Los dones admirables que posee el vidente, de ordinario se encuentran en personas a quienes se aplica el epíteto de brutos. Estos brutos son los vasos de elección en los que Dios guarda los elixires que asombran a la humanidad. Estos brutos dan los profetas, los hombres como San Pedro o el Ermitaño. Siempre que el pensamiento se mantiene íntegro, como formando un solo bloque, sin emplearse en conversaciones, en intrigas, en obras de literatura, en elucubraciones de sabio, en esfuerzos administrativos, en concepciones de inventor, en esfuerzos guerreros, tiene la aptitud de brillar con destellos de una intensidad prodigiosa, contenidos como el diamante en bruto guarda el esplendor de sus facetas. ¡Qué se dé una circunstancia adecuada! Esta inteligencia se ilumina, adquiere alas para franquear las distancias, ojos divinos para verlo todo; ayer era un carbón; mañana, bajo la acción del fluido desconocido que lo atraviesa, es un diamante resplandeciente. Los hombres superiores, que emplean todos los aspectos de su inteligencia, nunca pueden, de no producirse uno de estos milagros que a veces Dios se permite, llegar a este poder supremo. Y así los adivinos y adivinas, son casi siempre mendigos y mendigas de espíritu virgen, seres en apariencia groseros, guijarros que ruedan por los torrentes de la miseria, por los carriles de la vida, en la que sólo han consumido sufrimientos físicos. El profeta, el vidente, es, a fin de cuentas, Martín el labrador, que ha hecho temblar a Luis XVIII, revelando un secreto que sólo el rey podía conocer; es una señorita Lenormand, una cocinera como la señora Fontaine, una negra medio idiota, un pastor que vive entre sus cabras, un faquir sentado junto a una pagoda, y que al matar la carne, hace que el espíritu alcance todo el poder desconocido de las facultades del sonámbulo.

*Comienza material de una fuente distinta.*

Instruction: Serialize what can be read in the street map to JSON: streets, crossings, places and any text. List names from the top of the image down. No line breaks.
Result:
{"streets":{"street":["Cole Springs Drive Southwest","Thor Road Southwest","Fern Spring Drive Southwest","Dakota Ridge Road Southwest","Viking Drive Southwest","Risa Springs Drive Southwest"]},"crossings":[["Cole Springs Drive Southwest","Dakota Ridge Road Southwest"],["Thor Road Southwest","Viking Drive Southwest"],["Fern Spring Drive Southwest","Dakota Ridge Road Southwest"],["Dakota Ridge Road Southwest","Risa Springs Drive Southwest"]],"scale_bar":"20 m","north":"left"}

En Asia, en todas las épocas ha habido héroes de las ciencias ocultas. A menudo esas personas que, en su estado ordinario, son igual que las demás, ya que realizan en cierto modo las funciones químicas y físicas de los cuerpos conductores de la electricidad, ya metales inertes, ya canales llenos de fluidos misteriosos; esas personas, cuando se convierten en lo que realmente son, se entregan a prácticas y a especulaciones que les llevan ante la policía correccional, e incluso, como en el caso del famoso Balthazar, a los tribunales y a presidio. En resumen, lo que prueba el inmenso poder que la cartomancia ejerce sobre la gente del pueblo, es que la vida o la muerte del pobre músico dependía del horóscopo que la señora Fontaine iba a hacer a la señora Cibot.

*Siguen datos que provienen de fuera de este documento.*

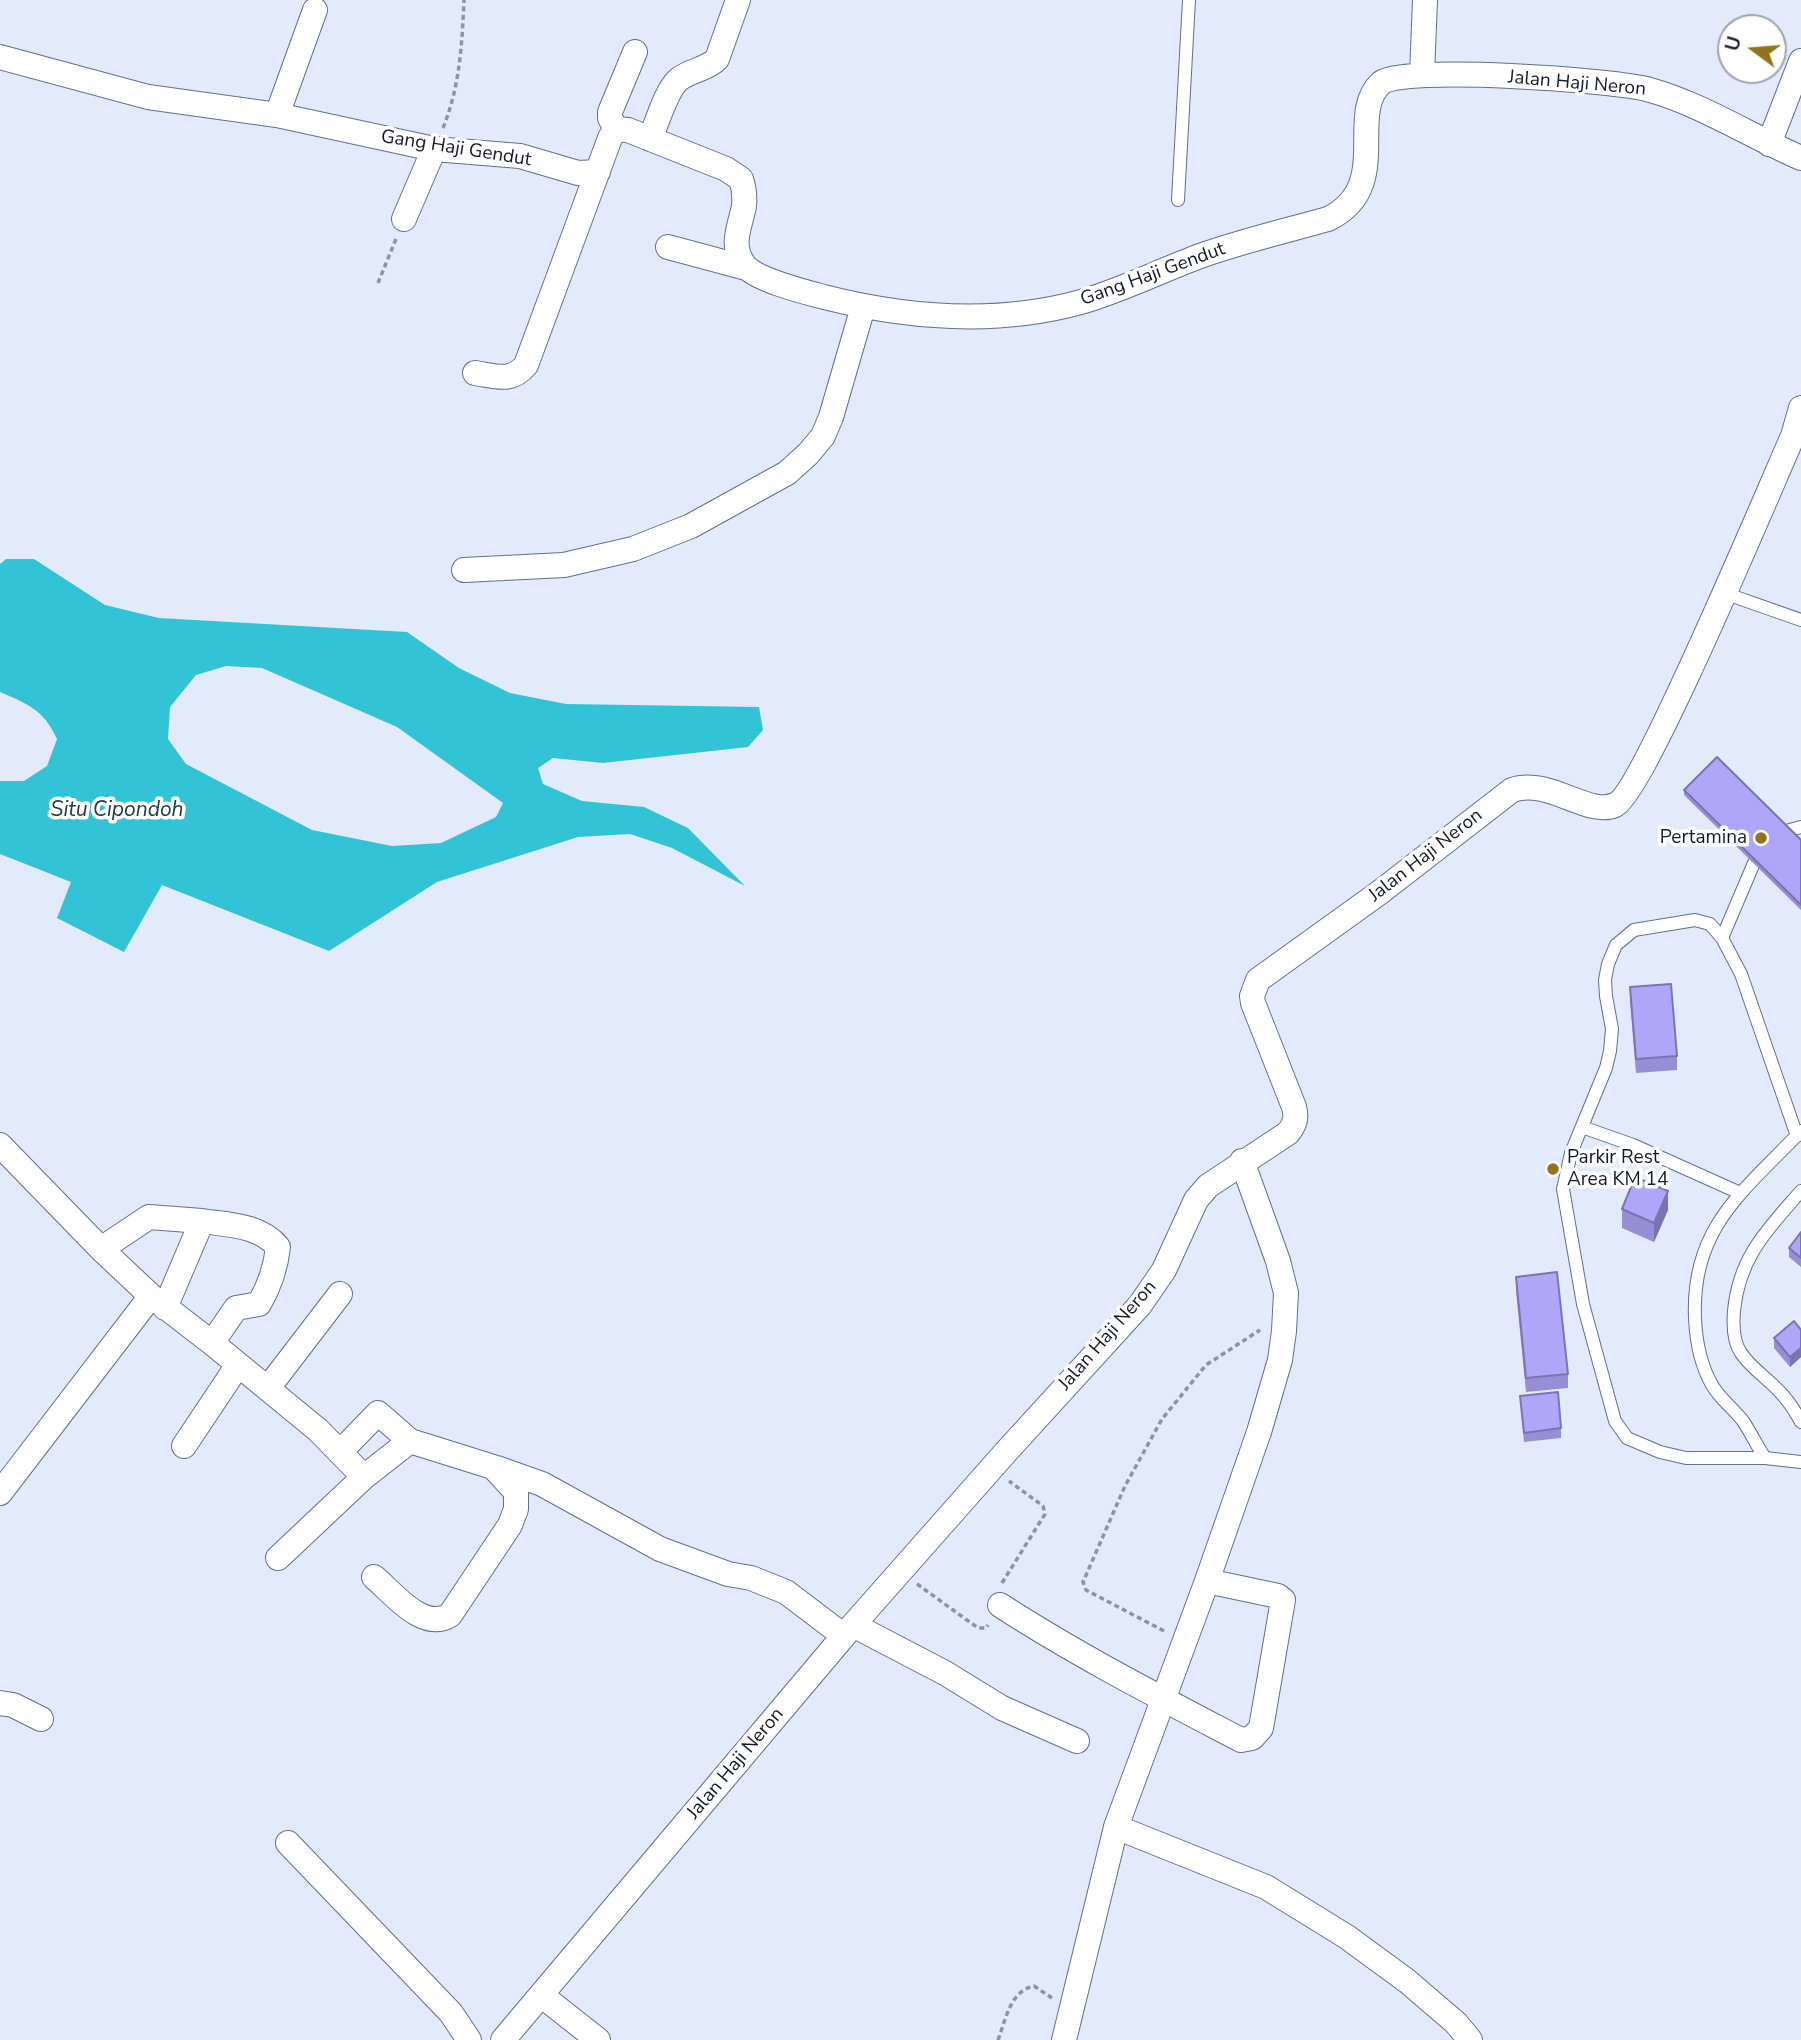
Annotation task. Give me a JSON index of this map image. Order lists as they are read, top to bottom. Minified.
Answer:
{"streets":{"street":["Jalan Haji Neron","Gang Haji Gendut"]},"crossings":[["Jalan Haji Neron","Gang Haji Gendut"]],"water":["Situ Cipondoh"],"places":["Pertamina","Parkir Rest Area KM 14"],"north":"left"}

Aunque ciertas repeticiones sean inevitables en una historia de tanta envergadura y tan cargada de detalles como lo es una historia completa de la sociedad francesa del siglo XIX, es inútil volver a decir cómo es el tugurio de la señora Fontaine, que ya se ha descrito en Los Comediantes sin saberlo. Sólo es necesario hacer observar que la señora Cibot entró en la casa de la señora Fontaine, que vive en la calle Vieille-du-Temple, como los habituales del Café Inglés entran en este restaurante para comer. La señora Cibot, cliente ya bastante antigua, llevaba a menudo a la casa a jóvenes y a comadres a quienes consumía la curiosidad.